Book Review – Do Nothing

This week’s newsletter is going to be a little different. We’ve been toying with the idea of reviewing books that we think might be helpful to our readers. I recently finished Do Nothing by Celeste Headlee, so I thought we’d start there.

If you’re looking for a review of the entire book, this isn’t it. Instead, I’ll be writing about some of the concepts I found interesting and applicable to the work we do as mediators and counsellors.

Polluted Time
This was a term I had never heard before, but have definitely experienced in my own life.

Periods or moments in which work pressures or commitments prevent someone from enjoying or otherwise making the most of their non-work time.

Have you ever felt like this? Imagine you have a weekend coming up with no commitments or appointments. You can do whatever you want! Once the weekend arrives and you try to relax, how do you feel? Do feelings of guilt or stress creep in because you’re not being “productive”?

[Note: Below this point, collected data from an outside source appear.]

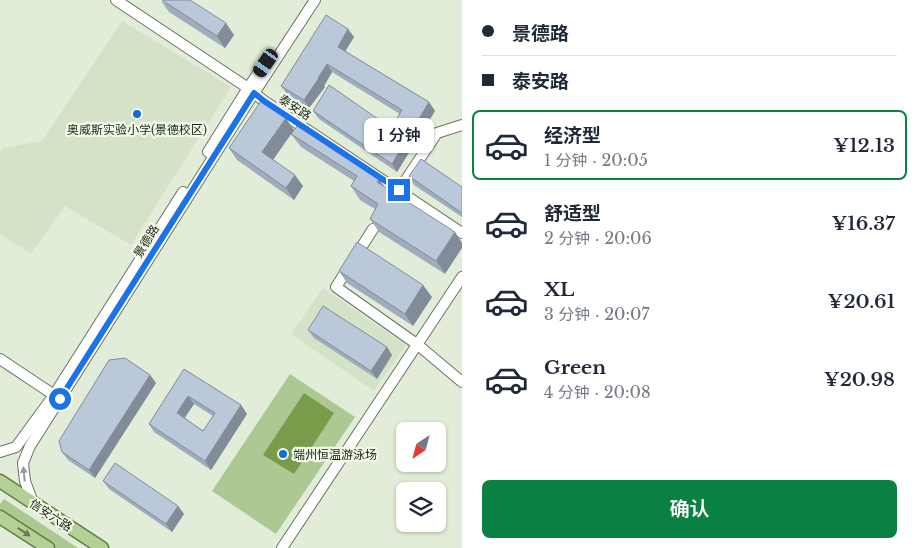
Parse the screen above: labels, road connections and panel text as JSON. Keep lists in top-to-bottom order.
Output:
{
  "streets": {
    "main road": ["信安六路"],
    "street": ["泰安路", "景德路"]
  },
  "crossings": [
    ["泰安路", "景德路"],
    ["景德路", "信安六路"]
  ],
  "places": ["奥威斯实验小学(景德校区)", "端州恒温游泳场"],
  "north": "bottom left",
  "page": {
    "banner": ["景德路", "泰安路"],
    "list": [
      {
        "name": "经济型",
        "note": "1 分钟 · 20:05",
        "value": "¥12.13"
      },
      {
        "name": "舒适型",
        "note": "2 分钟 · 20:06",
        "value": "¥16.37"
      },
      {
        "name": "XL",
        "note": "3 分钟 · 20:07",
        "value": "¥20.61"
      },
      {
        "name": "Green",
        "note": "4 分钟 · 20:08",
        "value": "¥20.98"
      }
    ],
    "bubble": "1 分钟",
    "buttons": "确认"
  }
}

Polluted time isn’t the only term for this feeling. In psychology, it’s also related to something called internalized capitalism. The belief that your worth is tied to your productivity. It often shows up as guilt when you’re resting, and the constant fear that you’re never enough.

This is the bitter truth of working in the post-digital revolution. We have tools that make us more productive than at any other point in human history, yet we’re working more hours than the generations who came before us.

My biggest take aways from the book:

  • The amount of hours people typically worked before the Industrial Revolution (it’s less, not more).
  • Henry Ford implemented the 40 hour work week because he found it made his employees MORE productive. It had nothing to do with altruism.
  • Trading hours for money is a relatively new concept. Before the Industrial Revolution this didn’t really exist. You provided products or services for a flat fee.
  • What we’re doing now can’t last much longer.

So yes, we’re working more hours now than at any other time in recorded history, and we’re constantly being pushed to do more. It’s no wonder we feel guilty when we have time to ourselves. So what can you do to help mitigate those feelings of guilt and begin to separate your self-worth from your productivity?

Reframe

Remind yourself that recovery enables better focus, creativity, and decision-making when you do work. If you like structure, literally schedule “recharge time” in your calendar and treat it like a work task, something to accomplish.

Use a To-Do List

I would be lost without my list! Keep a visible log of what you’ve accomplished (work, errands, responsibilities). There are countless apps you can use, or just grab a pen and paper. When guilt creeps in, look at your list as proof that you’ve already “earned” your downtime.

Practice Active Rest

Sometimes passive rest (scrolling, TV) makes guilt louder. Active rest, like cooking, reading, walking, or gardening, can trick the productivity-driven brain into seeing rest as “doing.” Over time, it gets easier to allow yourself truly passive downtime.

Active rest is what tends to work best for me. I love getting outside and going for a run. Nothing clears my head faster.

Linn Ullmann, in an interview with Vogue, about her father Ingmar Bergman:

“My father was a very disciplined and punctual man; it was a prerequisite for his creativity. There was a time for everything: for work, for talk, for solitude, for rest. No matter what time you get out of bed, go for a walk and then work, he’d say, because the demons hate it when you get out of bed, demons hate fresh air. So when I make up excuses not to work, I hear his voice in my head: Get up, get out, go to your work.”

“Demons hate fresh air”, I love that. I need that as a bumper sticker.

Start with Micro-Breaks

If long stretches of downtime feel impossible, start small: 10–15 minutes of guilt-free leisure. I use something called the Pomodoro technique. It’s a time management technique where you break up your work in to small chunks and take short breaks between each chunk. There are numerous apps out there you can use to get started.

Everything in life has seasons, and that includes our minds and our bodies. The line can’t constantly go up. Something has to give. Relax, get bored, do nothing.

When you grow up you tend to get told the world is the way it is and your life is just to live inside the world. Try not to bash into the walls too much. Try to have a nice family, have fun, save a little money. That’s a very limited life. Life can be much broader once you discover one simple fact: Everything around you that you call life was made up by people that were no smarter than you and you can change it, you can influence it, you can build your own things that other people can use.Once you learn that, you’ll never be the same again.